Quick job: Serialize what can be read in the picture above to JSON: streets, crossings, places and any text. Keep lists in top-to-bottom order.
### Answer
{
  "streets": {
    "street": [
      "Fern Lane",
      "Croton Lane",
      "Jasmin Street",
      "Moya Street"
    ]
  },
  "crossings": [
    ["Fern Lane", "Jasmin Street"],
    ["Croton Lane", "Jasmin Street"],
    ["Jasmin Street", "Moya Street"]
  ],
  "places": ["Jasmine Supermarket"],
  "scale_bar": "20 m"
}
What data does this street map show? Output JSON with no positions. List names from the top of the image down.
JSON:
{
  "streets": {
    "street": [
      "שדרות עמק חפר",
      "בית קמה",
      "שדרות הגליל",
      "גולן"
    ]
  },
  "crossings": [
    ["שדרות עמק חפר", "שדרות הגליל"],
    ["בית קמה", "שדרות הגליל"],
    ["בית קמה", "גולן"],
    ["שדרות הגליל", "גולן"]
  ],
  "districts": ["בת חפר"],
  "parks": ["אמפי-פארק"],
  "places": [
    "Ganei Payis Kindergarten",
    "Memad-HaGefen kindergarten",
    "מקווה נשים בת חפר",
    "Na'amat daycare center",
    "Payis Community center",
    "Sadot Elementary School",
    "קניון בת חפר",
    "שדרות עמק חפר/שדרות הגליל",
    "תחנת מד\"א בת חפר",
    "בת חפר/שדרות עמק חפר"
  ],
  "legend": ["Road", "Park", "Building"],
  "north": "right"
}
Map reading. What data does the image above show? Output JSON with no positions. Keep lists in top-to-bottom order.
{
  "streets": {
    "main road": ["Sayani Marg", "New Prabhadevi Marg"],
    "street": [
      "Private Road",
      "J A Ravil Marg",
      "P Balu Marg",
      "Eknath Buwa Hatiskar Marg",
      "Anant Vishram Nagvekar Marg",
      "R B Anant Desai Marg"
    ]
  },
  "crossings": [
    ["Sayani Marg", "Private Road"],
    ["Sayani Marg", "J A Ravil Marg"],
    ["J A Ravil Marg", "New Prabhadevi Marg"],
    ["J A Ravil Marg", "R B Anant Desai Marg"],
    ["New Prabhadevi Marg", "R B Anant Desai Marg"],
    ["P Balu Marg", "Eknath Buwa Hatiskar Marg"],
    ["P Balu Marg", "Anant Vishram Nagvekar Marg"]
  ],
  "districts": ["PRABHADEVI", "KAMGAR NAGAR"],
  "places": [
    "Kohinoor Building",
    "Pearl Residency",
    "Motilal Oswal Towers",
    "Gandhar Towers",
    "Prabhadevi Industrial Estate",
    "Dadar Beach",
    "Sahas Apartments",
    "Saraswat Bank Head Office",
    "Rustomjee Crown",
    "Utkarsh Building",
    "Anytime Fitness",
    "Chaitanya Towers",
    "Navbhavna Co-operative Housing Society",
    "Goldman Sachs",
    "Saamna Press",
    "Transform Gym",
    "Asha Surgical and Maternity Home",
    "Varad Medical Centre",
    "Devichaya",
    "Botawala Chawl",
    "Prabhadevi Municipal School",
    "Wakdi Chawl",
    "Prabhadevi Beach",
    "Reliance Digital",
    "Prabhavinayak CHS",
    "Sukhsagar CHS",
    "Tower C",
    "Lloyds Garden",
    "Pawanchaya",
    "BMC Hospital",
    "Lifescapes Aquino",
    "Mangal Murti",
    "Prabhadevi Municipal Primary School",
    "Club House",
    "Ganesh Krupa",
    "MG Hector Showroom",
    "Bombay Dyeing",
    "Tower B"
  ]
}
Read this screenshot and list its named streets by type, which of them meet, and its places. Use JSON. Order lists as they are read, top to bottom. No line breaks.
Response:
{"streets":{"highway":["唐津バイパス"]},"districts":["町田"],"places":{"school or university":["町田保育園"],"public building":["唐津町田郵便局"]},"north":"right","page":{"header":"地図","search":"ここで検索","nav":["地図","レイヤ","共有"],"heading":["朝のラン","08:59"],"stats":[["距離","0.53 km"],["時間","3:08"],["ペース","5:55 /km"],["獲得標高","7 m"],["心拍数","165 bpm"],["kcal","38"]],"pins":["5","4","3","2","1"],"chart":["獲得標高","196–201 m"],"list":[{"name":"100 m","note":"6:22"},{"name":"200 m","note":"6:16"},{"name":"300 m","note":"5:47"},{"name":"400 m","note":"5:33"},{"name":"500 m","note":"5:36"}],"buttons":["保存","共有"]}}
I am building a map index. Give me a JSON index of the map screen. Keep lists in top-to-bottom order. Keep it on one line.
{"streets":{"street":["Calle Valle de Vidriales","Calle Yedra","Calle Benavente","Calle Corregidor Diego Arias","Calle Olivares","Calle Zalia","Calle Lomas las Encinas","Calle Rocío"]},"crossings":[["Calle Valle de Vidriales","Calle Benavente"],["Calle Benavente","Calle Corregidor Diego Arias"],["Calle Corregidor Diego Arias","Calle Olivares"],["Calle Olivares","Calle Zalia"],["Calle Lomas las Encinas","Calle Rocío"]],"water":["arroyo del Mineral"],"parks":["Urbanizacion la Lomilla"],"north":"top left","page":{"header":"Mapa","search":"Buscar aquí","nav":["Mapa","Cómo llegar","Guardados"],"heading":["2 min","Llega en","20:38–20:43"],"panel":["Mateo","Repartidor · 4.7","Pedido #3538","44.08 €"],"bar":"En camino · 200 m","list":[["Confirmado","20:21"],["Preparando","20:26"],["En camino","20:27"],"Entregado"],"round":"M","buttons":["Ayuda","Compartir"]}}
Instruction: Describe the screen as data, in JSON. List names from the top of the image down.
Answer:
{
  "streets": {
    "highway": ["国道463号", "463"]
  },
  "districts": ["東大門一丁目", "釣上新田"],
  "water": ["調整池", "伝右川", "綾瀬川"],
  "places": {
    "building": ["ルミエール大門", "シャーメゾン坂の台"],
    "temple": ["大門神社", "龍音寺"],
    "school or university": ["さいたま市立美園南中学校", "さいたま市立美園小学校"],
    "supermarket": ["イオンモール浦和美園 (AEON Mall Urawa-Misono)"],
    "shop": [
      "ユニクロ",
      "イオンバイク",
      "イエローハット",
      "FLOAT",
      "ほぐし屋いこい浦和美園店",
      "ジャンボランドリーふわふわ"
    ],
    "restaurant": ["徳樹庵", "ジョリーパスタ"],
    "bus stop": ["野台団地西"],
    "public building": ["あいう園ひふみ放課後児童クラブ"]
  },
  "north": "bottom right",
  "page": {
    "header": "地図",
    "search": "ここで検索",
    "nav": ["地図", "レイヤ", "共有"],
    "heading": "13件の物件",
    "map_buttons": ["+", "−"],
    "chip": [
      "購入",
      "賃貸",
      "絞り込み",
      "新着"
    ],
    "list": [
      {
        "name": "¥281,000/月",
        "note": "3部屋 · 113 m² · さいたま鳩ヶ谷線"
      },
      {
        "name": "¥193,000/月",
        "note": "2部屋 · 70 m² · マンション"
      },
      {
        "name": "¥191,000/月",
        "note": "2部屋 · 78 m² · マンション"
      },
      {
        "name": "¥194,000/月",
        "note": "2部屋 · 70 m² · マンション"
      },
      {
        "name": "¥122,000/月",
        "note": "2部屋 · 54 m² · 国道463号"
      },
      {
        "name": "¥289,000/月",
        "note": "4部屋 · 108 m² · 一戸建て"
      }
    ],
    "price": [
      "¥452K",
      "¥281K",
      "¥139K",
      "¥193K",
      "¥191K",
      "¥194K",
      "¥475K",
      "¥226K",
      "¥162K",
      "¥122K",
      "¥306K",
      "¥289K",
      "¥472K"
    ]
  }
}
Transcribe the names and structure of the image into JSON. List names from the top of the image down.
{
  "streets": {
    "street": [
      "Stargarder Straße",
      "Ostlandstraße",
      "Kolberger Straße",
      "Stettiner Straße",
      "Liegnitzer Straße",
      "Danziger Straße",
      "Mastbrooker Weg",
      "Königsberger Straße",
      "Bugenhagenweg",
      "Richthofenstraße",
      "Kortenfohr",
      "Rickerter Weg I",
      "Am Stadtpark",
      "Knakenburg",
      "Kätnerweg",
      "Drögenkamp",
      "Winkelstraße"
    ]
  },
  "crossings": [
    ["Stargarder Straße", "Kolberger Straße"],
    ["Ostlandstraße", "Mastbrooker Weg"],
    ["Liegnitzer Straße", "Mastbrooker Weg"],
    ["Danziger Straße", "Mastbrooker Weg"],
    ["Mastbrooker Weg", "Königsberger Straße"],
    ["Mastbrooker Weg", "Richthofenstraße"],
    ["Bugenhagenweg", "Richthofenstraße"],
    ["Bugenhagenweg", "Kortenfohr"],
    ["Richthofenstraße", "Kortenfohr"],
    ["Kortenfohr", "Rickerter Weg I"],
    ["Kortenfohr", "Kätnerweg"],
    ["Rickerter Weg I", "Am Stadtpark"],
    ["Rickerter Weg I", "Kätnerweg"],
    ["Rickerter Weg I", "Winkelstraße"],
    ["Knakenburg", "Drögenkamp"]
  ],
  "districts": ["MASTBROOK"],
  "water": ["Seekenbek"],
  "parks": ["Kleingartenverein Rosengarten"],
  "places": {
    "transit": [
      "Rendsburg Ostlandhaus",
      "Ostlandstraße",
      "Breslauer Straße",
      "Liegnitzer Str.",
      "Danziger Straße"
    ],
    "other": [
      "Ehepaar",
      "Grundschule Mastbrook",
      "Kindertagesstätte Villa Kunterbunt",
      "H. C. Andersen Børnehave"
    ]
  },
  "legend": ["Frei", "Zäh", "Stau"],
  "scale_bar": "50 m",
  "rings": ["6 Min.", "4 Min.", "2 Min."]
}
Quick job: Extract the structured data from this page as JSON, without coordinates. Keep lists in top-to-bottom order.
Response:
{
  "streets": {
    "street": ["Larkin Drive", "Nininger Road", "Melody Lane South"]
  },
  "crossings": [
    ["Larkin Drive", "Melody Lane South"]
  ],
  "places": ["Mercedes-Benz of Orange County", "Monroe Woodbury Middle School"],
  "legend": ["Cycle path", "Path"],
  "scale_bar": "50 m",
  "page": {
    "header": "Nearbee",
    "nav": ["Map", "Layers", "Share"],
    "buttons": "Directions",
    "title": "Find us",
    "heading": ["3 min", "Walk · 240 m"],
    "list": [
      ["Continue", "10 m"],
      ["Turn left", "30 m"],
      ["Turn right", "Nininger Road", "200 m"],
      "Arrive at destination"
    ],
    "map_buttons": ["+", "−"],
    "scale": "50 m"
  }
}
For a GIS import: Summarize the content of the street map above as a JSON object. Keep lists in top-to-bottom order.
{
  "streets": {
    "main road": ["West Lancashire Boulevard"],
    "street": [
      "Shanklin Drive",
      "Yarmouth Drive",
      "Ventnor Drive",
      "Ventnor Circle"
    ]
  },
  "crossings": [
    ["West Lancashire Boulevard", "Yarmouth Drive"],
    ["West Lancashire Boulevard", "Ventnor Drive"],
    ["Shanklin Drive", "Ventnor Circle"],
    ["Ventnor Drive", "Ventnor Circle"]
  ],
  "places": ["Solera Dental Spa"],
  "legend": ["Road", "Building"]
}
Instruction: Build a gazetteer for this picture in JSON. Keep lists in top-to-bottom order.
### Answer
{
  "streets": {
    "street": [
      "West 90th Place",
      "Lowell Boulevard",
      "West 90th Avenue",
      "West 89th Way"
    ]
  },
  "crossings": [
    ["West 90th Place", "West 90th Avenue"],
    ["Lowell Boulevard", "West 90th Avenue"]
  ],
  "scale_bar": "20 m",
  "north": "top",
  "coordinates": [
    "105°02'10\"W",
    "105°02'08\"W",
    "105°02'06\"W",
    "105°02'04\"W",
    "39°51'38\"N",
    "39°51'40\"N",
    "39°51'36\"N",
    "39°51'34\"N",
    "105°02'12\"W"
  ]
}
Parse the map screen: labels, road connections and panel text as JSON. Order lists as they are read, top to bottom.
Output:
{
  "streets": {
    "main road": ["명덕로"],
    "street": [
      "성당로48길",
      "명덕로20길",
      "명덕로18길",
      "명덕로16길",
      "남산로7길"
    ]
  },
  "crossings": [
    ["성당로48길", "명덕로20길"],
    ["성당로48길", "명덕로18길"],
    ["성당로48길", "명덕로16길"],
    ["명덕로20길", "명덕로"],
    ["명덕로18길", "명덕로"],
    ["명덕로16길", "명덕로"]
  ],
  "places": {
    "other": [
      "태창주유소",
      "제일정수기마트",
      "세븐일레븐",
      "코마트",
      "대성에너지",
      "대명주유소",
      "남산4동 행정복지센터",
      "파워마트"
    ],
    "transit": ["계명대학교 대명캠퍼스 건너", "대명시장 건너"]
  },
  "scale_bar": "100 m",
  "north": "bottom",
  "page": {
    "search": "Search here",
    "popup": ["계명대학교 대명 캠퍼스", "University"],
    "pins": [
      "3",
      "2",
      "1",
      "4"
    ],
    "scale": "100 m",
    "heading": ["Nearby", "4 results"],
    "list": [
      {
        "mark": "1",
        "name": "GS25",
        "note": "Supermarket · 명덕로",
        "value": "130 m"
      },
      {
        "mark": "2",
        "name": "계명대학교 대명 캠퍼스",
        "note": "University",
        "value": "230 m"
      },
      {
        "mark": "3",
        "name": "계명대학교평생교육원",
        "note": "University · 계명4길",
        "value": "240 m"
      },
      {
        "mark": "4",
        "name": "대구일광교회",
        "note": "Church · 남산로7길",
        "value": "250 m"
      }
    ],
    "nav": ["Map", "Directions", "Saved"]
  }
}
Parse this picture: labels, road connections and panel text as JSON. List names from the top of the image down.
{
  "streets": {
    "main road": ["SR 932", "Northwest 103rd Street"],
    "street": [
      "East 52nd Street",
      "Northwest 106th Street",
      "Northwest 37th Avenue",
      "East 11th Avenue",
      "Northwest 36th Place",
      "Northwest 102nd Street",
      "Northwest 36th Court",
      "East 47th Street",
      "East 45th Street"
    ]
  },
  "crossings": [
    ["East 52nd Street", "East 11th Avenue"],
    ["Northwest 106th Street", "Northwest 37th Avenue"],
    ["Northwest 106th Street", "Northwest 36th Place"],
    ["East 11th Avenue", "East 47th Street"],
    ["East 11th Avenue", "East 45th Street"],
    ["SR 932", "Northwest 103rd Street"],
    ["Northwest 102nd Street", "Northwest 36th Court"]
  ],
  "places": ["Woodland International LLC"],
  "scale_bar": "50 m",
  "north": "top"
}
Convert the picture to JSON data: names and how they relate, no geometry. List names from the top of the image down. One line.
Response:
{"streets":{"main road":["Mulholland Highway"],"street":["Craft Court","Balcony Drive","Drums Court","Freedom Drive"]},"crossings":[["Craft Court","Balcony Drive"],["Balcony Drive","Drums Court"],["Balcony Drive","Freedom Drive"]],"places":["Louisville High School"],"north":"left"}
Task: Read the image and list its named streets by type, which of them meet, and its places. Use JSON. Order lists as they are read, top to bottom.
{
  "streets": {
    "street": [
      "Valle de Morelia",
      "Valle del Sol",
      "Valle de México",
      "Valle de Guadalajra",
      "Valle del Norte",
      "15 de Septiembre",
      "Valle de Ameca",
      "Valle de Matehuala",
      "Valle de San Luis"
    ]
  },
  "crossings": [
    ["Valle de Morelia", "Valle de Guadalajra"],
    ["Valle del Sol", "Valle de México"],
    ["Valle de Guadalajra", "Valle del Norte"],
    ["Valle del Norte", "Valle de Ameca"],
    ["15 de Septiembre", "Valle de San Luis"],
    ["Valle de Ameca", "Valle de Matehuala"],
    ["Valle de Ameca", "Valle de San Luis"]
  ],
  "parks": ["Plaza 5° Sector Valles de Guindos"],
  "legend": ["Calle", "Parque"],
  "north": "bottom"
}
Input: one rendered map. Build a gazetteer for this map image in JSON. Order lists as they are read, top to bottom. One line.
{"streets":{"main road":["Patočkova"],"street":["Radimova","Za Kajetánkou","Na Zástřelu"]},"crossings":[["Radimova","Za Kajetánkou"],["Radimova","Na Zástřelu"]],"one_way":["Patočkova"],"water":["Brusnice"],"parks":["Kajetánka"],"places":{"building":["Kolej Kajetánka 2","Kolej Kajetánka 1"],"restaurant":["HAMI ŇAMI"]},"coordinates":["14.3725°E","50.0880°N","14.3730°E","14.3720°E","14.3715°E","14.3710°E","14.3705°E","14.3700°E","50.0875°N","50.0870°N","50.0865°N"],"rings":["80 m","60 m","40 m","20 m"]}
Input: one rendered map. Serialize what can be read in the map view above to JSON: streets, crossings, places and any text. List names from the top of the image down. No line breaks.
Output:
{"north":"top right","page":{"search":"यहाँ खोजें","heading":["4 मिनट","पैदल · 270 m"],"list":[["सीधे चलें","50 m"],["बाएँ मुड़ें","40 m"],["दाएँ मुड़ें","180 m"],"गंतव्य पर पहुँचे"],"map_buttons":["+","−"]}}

···

Your answer should consist only of the lines above between the line holding "For a GIS import: Summarize" and the line holding "Instruction: Build a", inclusive, each transcribed exactly.

For a GIS import: Summarize the content of the street map above as a JSON object. Keep lists in top-to-bottom order.
{
  "streets": {
    "main road": ["West Lancashire Boulevard"],
    "street": [
      "Shanklin Drive",
      "Yarmouth Drive",
      "Ventnor Drive",
      "Ventnor Circle"
    ]
  },
  "crossings": [
    ["West Lancashire Boulevard", "Yarmouth Drive"],
    ["West Lancashire Boulevard", "Ventnor Drive"],
    ["Shanklin Drive", "Ventnor Circle"],
    ["Ventnor Drive", "Ventnor Circle"]
  ],
  "places": ["Solera Dental Spa"],
  "legend": ["Road", "Building"]
}
Instruction: Build a gazetteer for this picture in JSON. Keep lists in top-to-bottom order.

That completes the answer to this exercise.